My boyfriend got close and asked me: do you believe that a Transgender person should disclose their identity to the person they are dating?

The question set me off on a full-fledged rant about how it’s what’s inside that counts and not the outside; that love is love; and that if that person entered a relationship with a Transgender person unbeknownst to them, then that is because they found the Transgender person desirable and that’s all they needed to carry them forward, thank you very much.

As a friend, co-worker, and counselor to many individuals from the LGBTQI community, I’ve witnessed and heard so many stories of injustice, violence, and discrimination against these individuals, I often find myself reactive over what I perceive is a possible statement of judgement or contempt towards a person that identifies as being Transgender.

Approximately a week after my rant, my co-worker and dearest friend Malcom* came in my office to share with me a conversation he recently had over the phone with a Transgender person who identified as a woman and was looking for community services. Malcom, who is a Transgender man, shared with me that the person on the phone reported to him that she has been in a committed relationship for more than 20 years and that only four years ago, did she tell her partner that she was a Transgender person. Malcom appeared stunned as he shared this information with me.

I asked Malcom the same question my boyfriend had asked me a week ago: Malcom, do you believe that a Transgender person should disclose their identity to the person they are dating?

“Absolutely,” Malcom answered,

“A relationship should be based on honesty, we should never rob anyone, especially those that we are in a relationship with, the opportunity to be in a relationship with us fully knowing so they can make the decision to be with us and love us wholeheartedly.”

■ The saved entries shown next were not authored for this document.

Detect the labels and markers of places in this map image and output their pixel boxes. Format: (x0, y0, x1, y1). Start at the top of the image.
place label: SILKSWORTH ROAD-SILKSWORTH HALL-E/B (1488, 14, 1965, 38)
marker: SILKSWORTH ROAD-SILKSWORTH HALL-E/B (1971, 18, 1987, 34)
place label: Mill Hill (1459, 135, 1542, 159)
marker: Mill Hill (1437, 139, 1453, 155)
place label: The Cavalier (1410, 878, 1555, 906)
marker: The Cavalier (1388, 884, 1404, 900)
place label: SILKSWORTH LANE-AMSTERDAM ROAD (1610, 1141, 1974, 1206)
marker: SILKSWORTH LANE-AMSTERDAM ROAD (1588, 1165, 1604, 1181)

I was humbled by Malcom’s response, as a Relationship Therapist, Coach, and Mediator I absolutely know that:

Promoting trust, it’s how we build the foundation for strong and lasting relationships.

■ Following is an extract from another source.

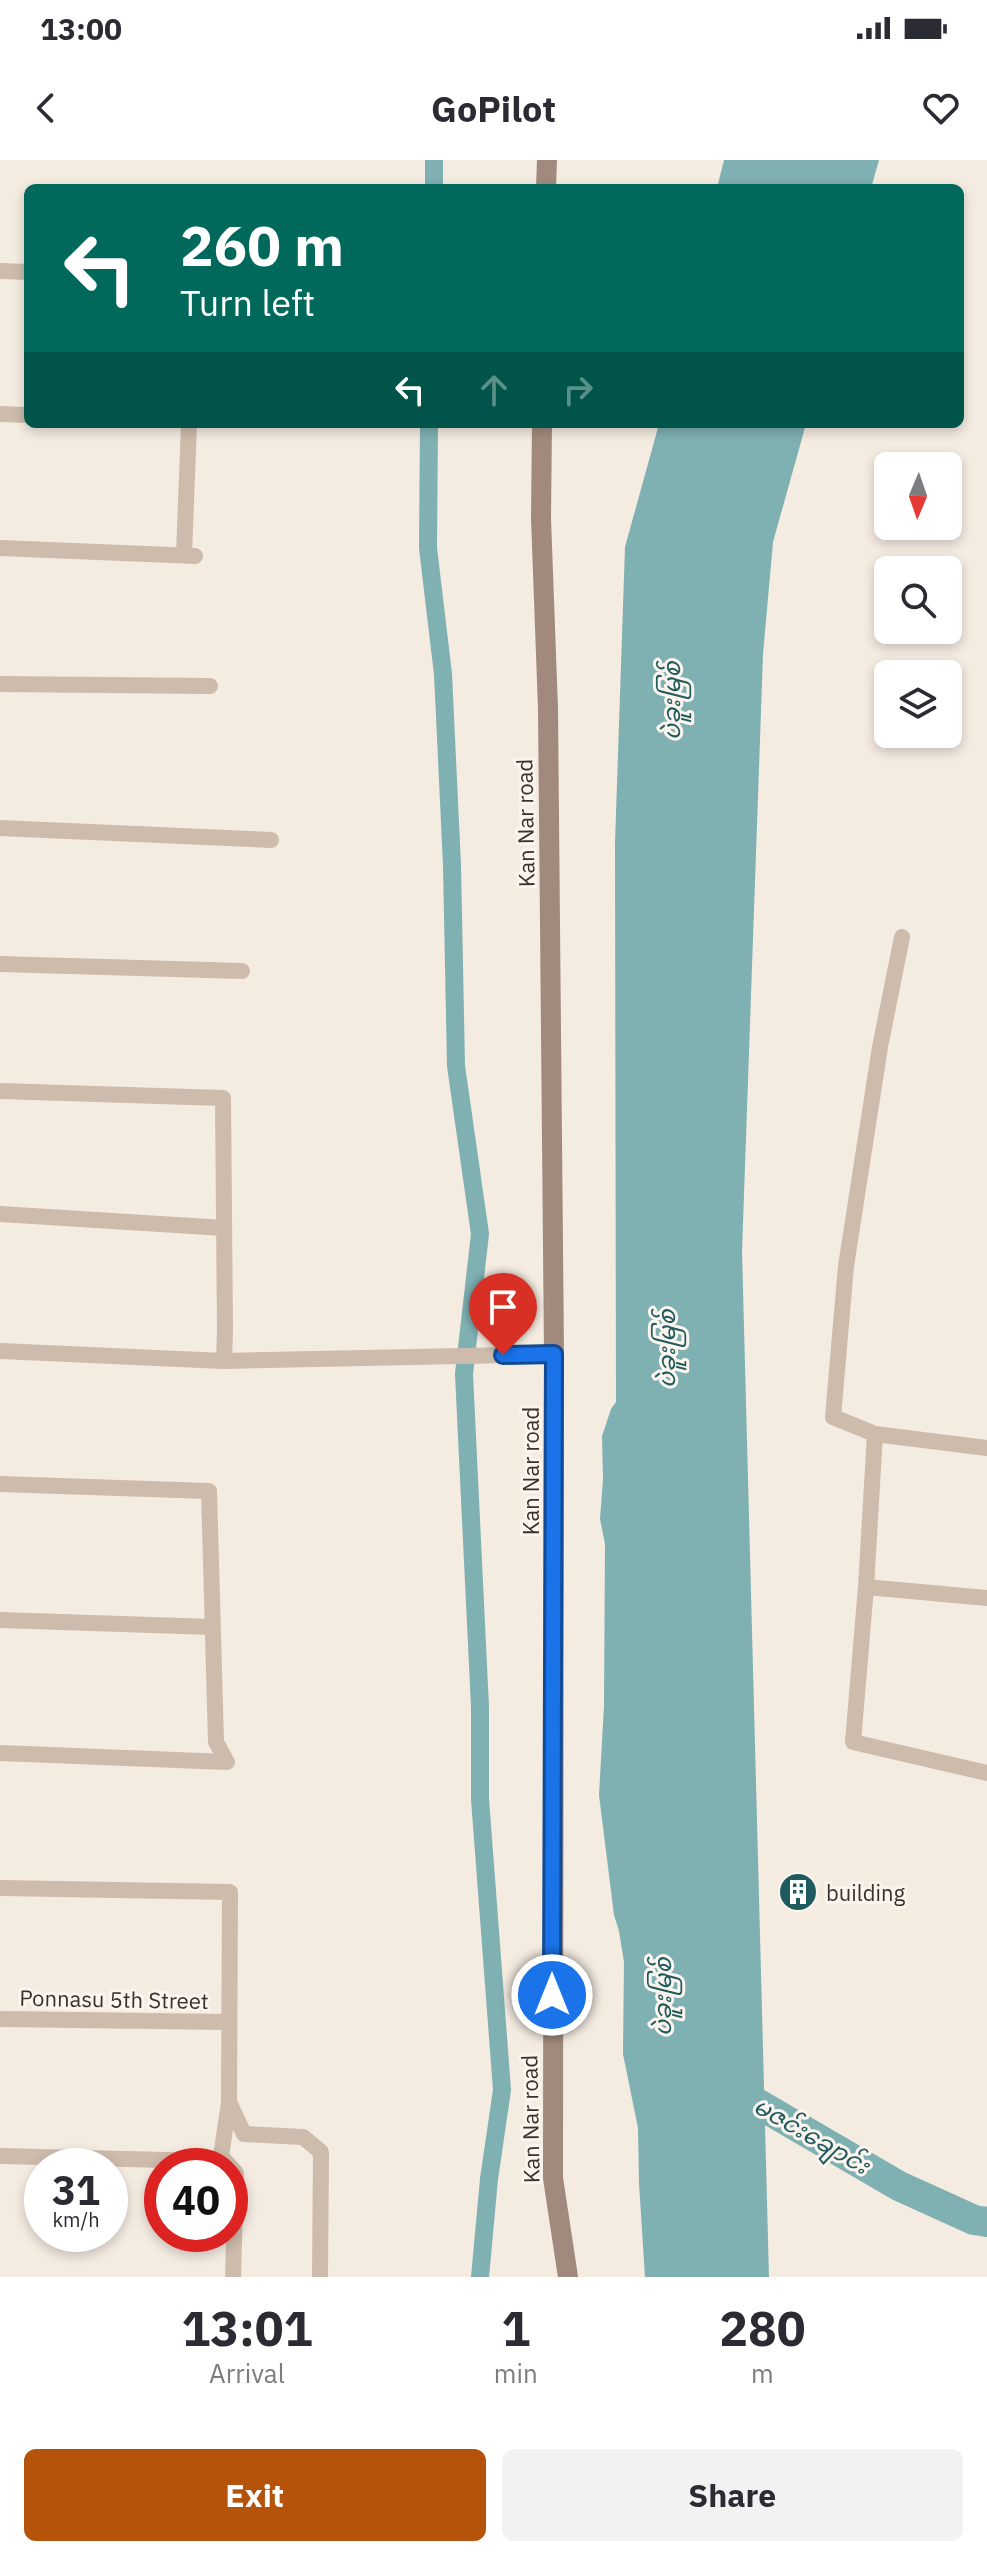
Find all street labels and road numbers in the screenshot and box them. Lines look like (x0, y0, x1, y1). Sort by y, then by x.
street label: Kan Nar road (509, 759, 541, 887)
street label: Kan Nar road (516, 1407, 545, 1535)
street label: Ponnasu 5th Street (19, 1983, 209, 2015)
street label: Kan Nar road (514, 2055, 546, 2183)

Promoting trust in LGBTQI relationship

Malcom and I brainstormed 5 steps you should take if you are a Transgender individual who wants to disclose your identity to that special person in your life:

1. Assess your partner’s LGBTQI sensitivity

Does your partner have friends who identify as being LGBTQI? What has been his/her/they experience with these individuals? How do they express themselves regarding individuals that identify as LGBTQI? Getting curious and gaining clarity on your partner’s beliefs, assumptions, and history with LGBTQI individuals will help you evaluate how you will approach the conversation of the disclosure.

2. Tell a close friend or family member

Tell them when and where you are going to disclose and ask that person to be available on that day to provide you with support, check in on your safety, and provide you with the space to decompress from the event if needed. It is important that others know what you are getting ready to do and for you to ask for the support you need to hold you through this process.  

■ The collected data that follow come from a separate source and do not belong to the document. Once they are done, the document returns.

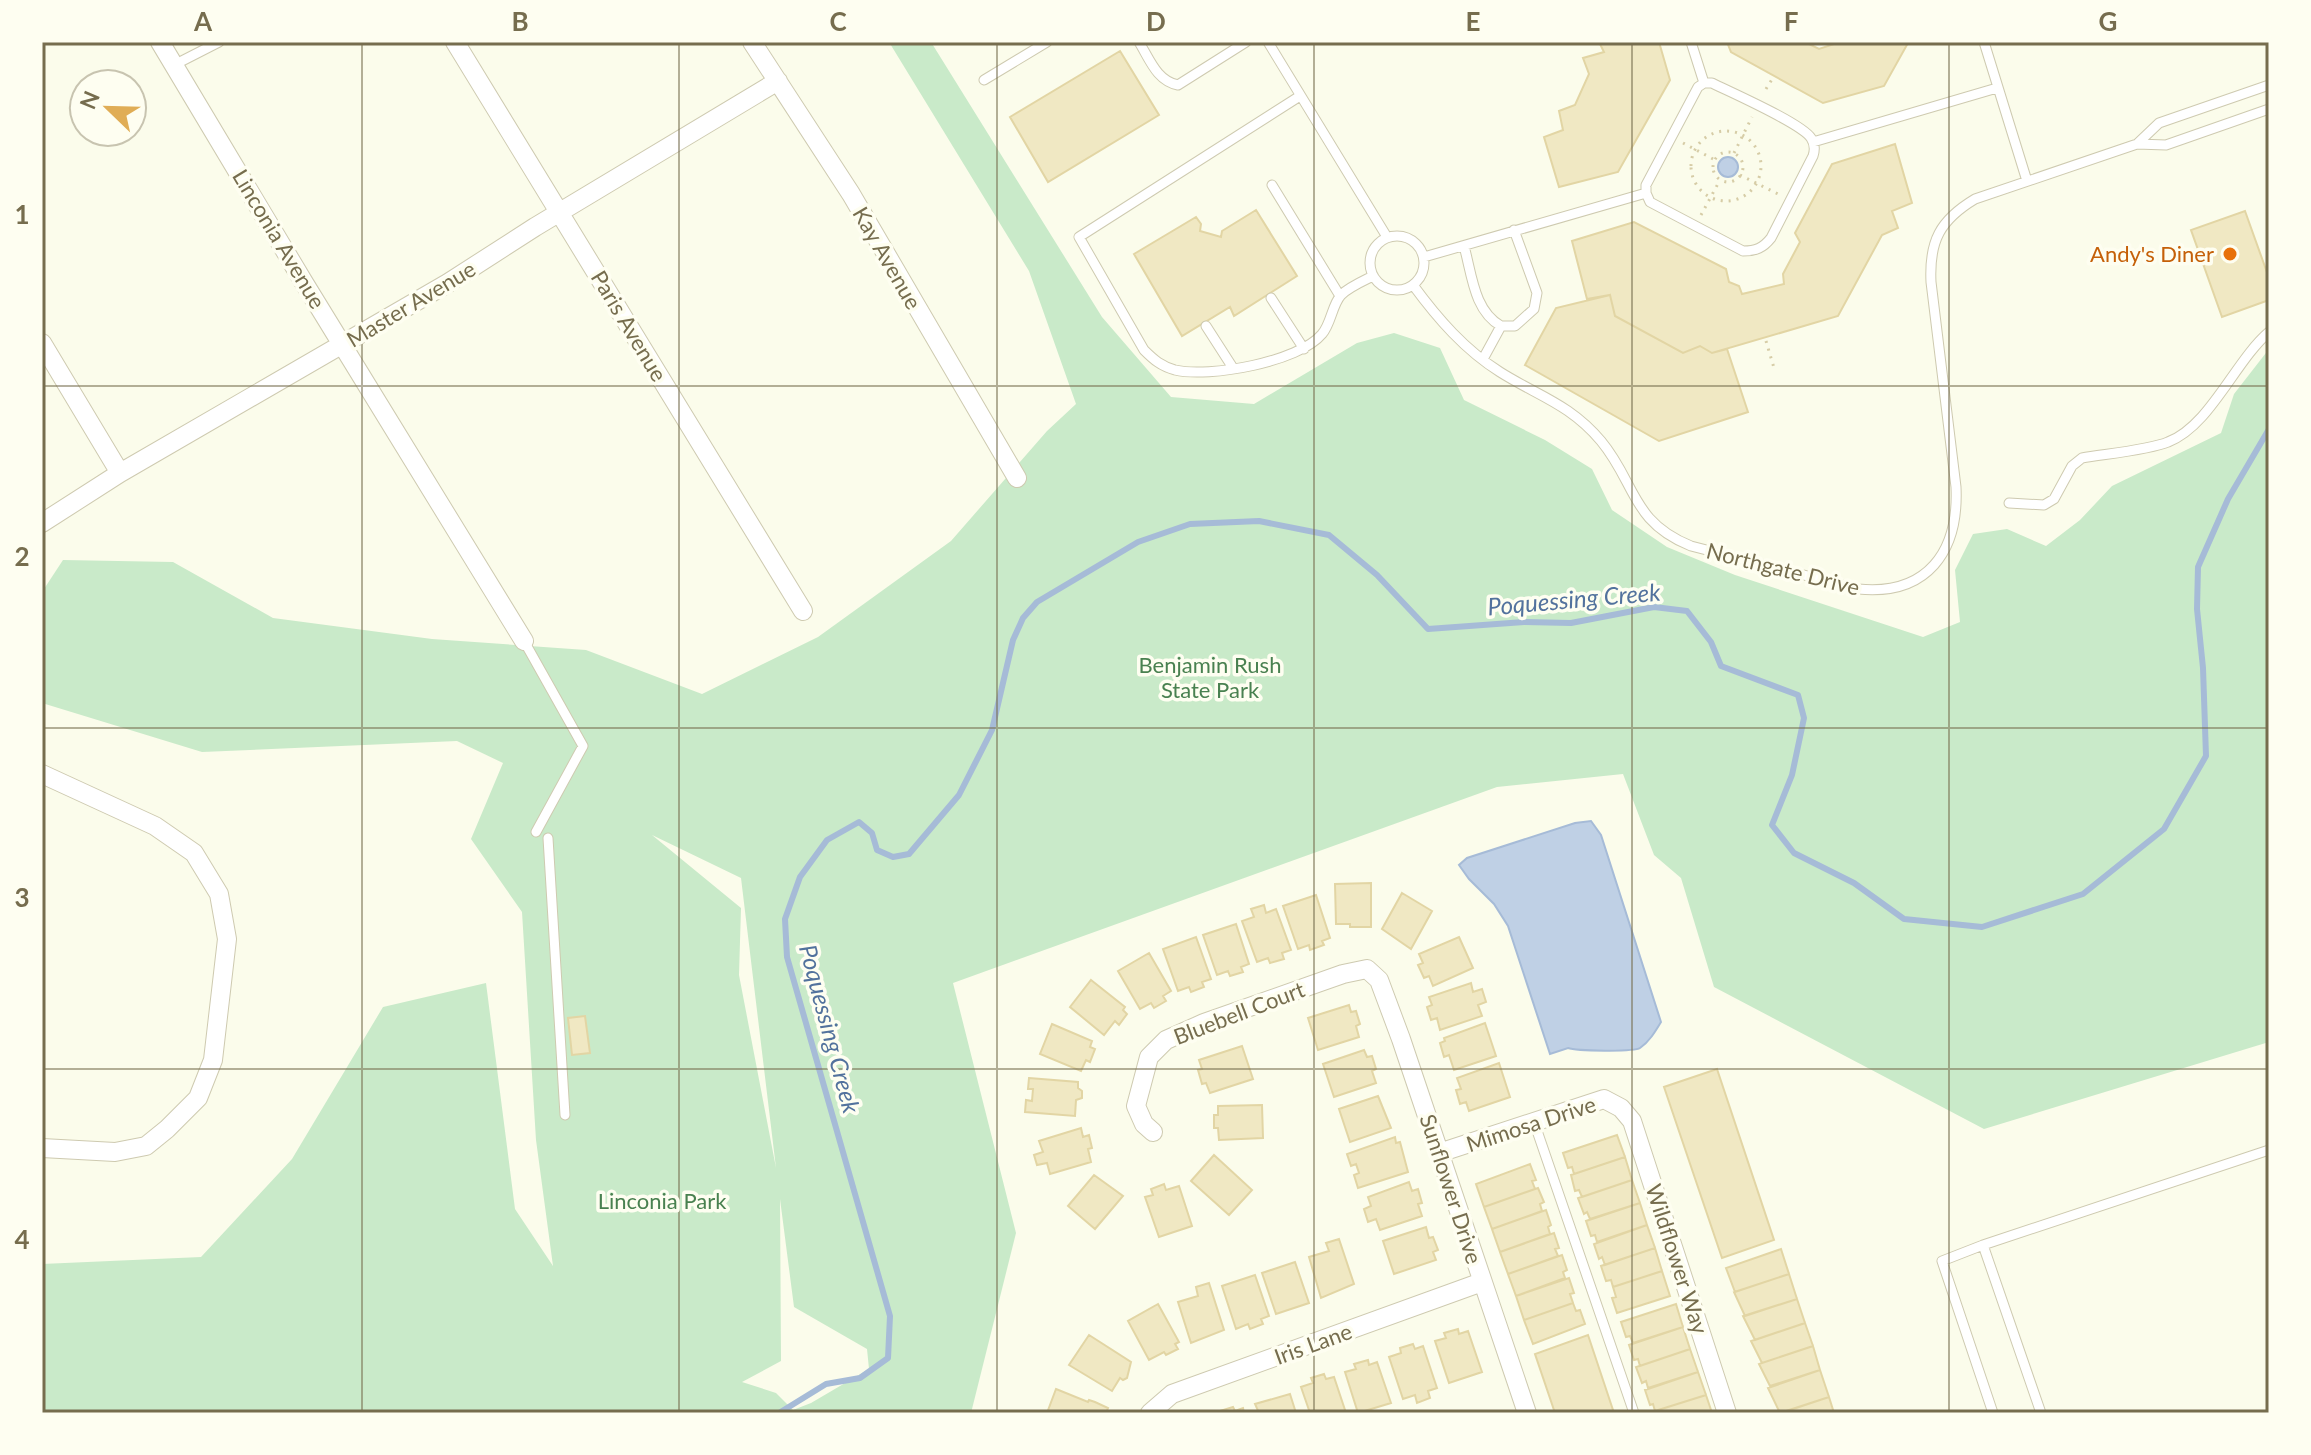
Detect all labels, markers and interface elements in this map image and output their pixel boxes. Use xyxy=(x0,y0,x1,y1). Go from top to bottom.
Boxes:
text: A xyxy=(193,5,213,37)
text: B xyxy=(511,5,529,37)
text: C xyxy=(829,5,847,37)
text: D xyxy=(1146,5,1166,37)
text: E xyxy=(1466,5,1480,37)
text: F xyxy=(1784,5,1798,37)
text: G xyxy=(2099,5,2117,37)
north arrow xyxy=(68,68,148,148)
text: N xyxy=(73,87,105,113)
street label: Linconia Avenue xyxy=(227,164,332,313)
text: 1 xyxy=(14,198,30,230)
street label: Kay Avenue xyxy=(847,202,928,314)
place label: Andy's Diner xyxy=(2090,240,2214,267)
marker: Andy's Diner xyxy=(2221,245,2239,263)
street label: Master Avenue xyxy=(342,255,480,353)
street label: Paris Avenue xyxy=(586,265,673,386)
street label: Northgate Drive xyxy=(1704,536,1862,601)
text: 2 xyxy=(14,540,30,572)
water label: Poquessing Creek xyxy=(1486,576,1662,621)
park label: Benjamin Rush State Park xyxy=(1139,651,1281,703)
text: 3 xyxy=(14,881,30,913)
water label: Poquessing Creek xyxy=(794,941,867,1117)
street label: Bluebell Court xyxy=(1170,975,1308,1050)
street label: Mimosa Drive xyxy=(1463,1090,1599,1157)
street label: Sunflower Drive xyxy=(1415,1111,1488,1267)
street label: Wildflower Way xyxy=(1641,1181,1715,1338)
park label: Linconia Park xyxy=(598,1187,727,1214)
text: 4 xyxy=(14,1223,30,1255)
street label: Iris Lane xyxy=(1270,1317,1355,1370)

3. Choose a public place to disclose

In 2016, at least 23 deaths of transgender people were reported in the United States due to fatal violence, the most ever recorded. Ensure your safety first and always, have the conversation with your partner at a busy café, restaurant, or other public places in order to reduce the possibility of deadly aggression to you. Please note that I am can’t overstate the word “reduce” in this statement, there are no guarantees, but at least it will make it more difficult.

4. Prepare for the outcome

There might be a possibility that your disclosure might not provide you with the results that you expected, try your best to go into the conversation with little to no attachment to the outcome. After the disclosure, allow for some separate breathing space for you and your loved one to process the information disclosed and the feelings that arise from it.

5. Love yourself unconditionally

Both you and the person that you disclose to will go through a rollercoaster of emotions, treat yourself with the same love, compassion, and tenderness that you give to your most precious lover.

Remember that loving you and other people, is the greatest act of courage there is, and your gift to living wholeheartedly starts with always standing and speaking your truth.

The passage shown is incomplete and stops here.